Your instructions
Retype exactly the lines below, beginning with the first and ending with the line where "filter:drop-shadow(0 0 2px" appears.

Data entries
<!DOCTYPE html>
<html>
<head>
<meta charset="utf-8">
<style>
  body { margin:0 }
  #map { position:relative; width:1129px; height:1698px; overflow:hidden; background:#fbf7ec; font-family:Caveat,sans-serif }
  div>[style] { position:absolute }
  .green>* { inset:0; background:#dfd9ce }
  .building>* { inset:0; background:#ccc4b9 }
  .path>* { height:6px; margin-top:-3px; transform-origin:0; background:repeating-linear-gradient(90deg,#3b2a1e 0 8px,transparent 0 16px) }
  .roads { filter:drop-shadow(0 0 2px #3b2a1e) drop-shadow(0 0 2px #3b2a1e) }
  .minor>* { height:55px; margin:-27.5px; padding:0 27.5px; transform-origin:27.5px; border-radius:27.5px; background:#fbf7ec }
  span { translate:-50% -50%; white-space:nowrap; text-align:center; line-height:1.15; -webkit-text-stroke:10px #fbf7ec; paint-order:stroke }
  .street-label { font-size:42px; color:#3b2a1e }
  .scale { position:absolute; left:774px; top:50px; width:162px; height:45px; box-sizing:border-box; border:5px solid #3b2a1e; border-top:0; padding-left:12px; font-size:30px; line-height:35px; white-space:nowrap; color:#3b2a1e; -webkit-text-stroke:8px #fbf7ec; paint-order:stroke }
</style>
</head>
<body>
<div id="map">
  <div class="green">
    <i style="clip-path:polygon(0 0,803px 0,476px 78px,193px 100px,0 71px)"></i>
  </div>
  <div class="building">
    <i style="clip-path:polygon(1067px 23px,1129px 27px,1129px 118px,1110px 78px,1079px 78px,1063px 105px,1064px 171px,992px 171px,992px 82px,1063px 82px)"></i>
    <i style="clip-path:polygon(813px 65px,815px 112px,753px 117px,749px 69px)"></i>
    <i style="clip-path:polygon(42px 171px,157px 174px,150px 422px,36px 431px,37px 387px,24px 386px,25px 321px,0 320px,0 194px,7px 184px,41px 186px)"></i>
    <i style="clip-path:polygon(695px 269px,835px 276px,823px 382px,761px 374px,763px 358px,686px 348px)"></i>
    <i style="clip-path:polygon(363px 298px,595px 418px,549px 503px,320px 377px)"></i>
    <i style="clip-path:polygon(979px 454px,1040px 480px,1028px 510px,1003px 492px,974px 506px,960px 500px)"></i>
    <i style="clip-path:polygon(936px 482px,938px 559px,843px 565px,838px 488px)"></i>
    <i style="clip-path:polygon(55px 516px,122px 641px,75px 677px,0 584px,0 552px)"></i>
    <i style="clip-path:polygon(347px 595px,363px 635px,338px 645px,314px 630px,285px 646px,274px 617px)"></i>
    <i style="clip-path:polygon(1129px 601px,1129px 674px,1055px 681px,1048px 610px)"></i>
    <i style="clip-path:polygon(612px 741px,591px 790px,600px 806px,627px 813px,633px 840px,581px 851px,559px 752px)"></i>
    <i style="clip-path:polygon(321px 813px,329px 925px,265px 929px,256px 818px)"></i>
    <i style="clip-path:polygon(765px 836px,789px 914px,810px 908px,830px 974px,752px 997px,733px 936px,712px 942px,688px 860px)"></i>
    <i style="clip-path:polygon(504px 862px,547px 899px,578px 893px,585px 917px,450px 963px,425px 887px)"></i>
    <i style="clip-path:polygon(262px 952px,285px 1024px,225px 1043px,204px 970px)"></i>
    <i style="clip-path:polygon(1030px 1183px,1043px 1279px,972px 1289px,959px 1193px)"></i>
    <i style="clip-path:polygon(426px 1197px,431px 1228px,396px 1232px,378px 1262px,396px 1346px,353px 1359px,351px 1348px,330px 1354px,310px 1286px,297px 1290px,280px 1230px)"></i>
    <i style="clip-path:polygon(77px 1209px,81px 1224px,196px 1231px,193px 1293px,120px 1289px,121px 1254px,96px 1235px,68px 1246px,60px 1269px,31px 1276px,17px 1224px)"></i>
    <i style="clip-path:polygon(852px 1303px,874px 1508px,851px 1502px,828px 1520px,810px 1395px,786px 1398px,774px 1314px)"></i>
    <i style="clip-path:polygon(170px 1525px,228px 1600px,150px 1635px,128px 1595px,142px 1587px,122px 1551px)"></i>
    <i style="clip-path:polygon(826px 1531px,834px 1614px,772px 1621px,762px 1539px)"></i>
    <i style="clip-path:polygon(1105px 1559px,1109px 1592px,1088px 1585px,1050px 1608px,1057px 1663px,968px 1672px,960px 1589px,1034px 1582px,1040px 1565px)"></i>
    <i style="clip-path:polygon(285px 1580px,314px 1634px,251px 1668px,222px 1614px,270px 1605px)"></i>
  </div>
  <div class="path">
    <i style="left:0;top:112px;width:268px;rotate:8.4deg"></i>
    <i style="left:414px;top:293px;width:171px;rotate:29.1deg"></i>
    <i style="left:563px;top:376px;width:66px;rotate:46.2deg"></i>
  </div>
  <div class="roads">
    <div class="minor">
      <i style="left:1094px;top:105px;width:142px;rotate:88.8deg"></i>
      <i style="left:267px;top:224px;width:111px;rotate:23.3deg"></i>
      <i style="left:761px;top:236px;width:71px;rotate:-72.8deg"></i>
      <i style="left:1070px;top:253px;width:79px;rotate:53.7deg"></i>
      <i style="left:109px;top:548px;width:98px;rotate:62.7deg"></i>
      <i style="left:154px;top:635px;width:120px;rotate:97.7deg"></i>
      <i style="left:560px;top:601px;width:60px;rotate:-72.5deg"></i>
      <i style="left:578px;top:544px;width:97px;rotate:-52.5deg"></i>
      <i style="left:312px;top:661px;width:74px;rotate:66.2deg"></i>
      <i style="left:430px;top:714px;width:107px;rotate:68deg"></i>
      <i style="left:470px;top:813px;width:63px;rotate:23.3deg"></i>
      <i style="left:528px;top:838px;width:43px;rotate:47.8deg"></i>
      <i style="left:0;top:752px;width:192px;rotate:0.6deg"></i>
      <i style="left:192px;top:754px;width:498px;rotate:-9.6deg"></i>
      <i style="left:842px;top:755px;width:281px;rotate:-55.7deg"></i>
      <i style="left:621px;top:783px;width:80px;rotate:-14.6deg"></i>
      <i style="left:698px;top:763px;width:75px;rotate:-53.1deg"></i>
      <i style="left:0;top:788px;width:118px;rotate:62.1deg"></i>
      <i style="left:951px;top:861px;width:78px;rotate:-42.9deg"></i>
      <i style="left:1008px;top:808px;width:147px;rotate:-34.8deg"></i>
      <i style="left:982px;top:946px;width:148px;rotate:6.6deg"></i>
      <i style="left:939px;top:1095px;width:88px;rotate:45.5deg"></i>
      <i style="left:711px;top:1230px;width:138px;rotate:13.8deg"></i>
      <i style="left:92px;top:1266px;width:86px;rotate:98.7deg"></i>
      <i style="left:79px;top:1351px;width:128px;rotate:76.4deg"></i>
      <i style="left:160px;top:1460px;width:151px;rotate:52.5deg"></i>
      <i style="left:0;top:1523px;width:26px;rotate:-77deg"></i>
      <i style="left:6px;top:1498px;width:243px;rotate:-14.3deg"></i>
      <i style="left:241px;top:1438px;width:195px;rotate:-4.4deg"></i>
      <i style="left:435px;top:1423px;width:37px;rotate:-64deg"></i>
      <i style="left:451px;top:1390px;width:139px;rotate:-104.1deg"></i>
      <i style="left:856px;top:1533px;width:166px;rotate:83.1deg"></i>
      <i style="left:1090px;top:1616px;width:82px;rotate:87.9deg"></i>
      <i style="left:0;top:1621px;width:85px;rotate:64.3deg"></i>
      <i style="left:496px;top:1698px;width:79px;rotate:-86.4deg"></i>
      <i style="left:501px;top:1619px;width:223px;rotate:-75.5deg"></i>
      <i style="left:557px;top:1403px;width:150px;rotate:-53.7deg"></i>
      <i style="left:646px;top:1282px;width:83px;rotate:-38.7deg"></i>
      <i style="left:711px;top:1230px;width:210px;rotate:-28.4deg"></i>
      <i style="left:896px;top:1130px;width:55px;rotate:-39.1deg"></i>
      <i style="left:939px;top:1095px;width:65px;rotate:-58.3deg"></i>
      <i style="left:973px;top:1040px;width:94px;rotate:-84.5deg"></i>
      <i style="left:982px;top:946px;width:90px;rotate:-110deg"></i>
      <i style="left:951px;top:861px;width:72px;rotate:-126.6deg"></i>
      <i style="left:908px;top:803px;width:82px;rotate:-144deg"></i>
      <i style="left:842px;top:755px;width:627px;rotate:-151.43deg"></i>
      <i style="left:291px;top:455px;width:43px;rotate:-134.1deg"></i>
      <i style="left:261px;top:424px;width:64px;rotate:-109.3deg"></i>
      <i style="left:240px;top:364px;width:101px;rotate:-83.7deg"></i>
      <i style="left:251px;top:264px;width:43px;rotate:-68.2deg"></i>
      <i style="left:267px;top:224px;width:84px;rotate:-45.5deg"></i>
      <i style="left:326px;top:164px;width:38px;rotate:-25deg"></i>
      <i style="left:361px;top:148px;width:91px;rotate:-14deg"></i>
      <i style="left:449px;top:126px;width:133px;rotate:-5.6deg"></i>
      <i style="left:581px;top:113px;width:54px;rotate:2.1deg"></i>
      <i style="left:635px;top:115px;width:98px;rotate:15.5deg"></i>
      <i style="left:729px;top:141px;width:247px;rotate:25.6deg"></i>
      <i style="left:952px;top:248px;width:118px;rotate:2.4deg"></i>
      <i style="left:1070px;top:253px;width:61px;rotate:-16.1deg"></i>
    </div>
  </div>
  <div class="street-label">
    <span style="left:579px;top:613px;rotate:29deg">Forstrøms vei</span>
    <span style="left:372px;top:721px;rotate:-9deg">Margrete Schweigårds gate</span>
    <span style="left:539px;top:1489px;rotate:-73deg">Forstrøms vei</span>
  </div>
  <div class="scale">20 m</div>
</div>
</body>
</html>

Written reply
<!DOCTYPE html>
<html>
<head>
<meta charset="utf-8">
<style>
  body { margin:0 }
  #map { position:relative; width:1129px; height:1698px; overflow:hidden; background:#fbf7ec; font-family:Caveat,sans-serif }
  div>[style] { position:absolute }
  .green>* { inset:0; background:#dfd9ce }
  .building>* { inset:0; background:#ccc4b9 }
  .path>* { height:6px; margin-top:-3px; transform-origin:0; background:repeating-linear-gradient(90deg,#3b2a1e 0 8px,transparent 0 16px) }
  .roads { filter:drop-shadow(0 0 2px #3b2a1e) drop-shadow(0 0 2px #3b2a1e) }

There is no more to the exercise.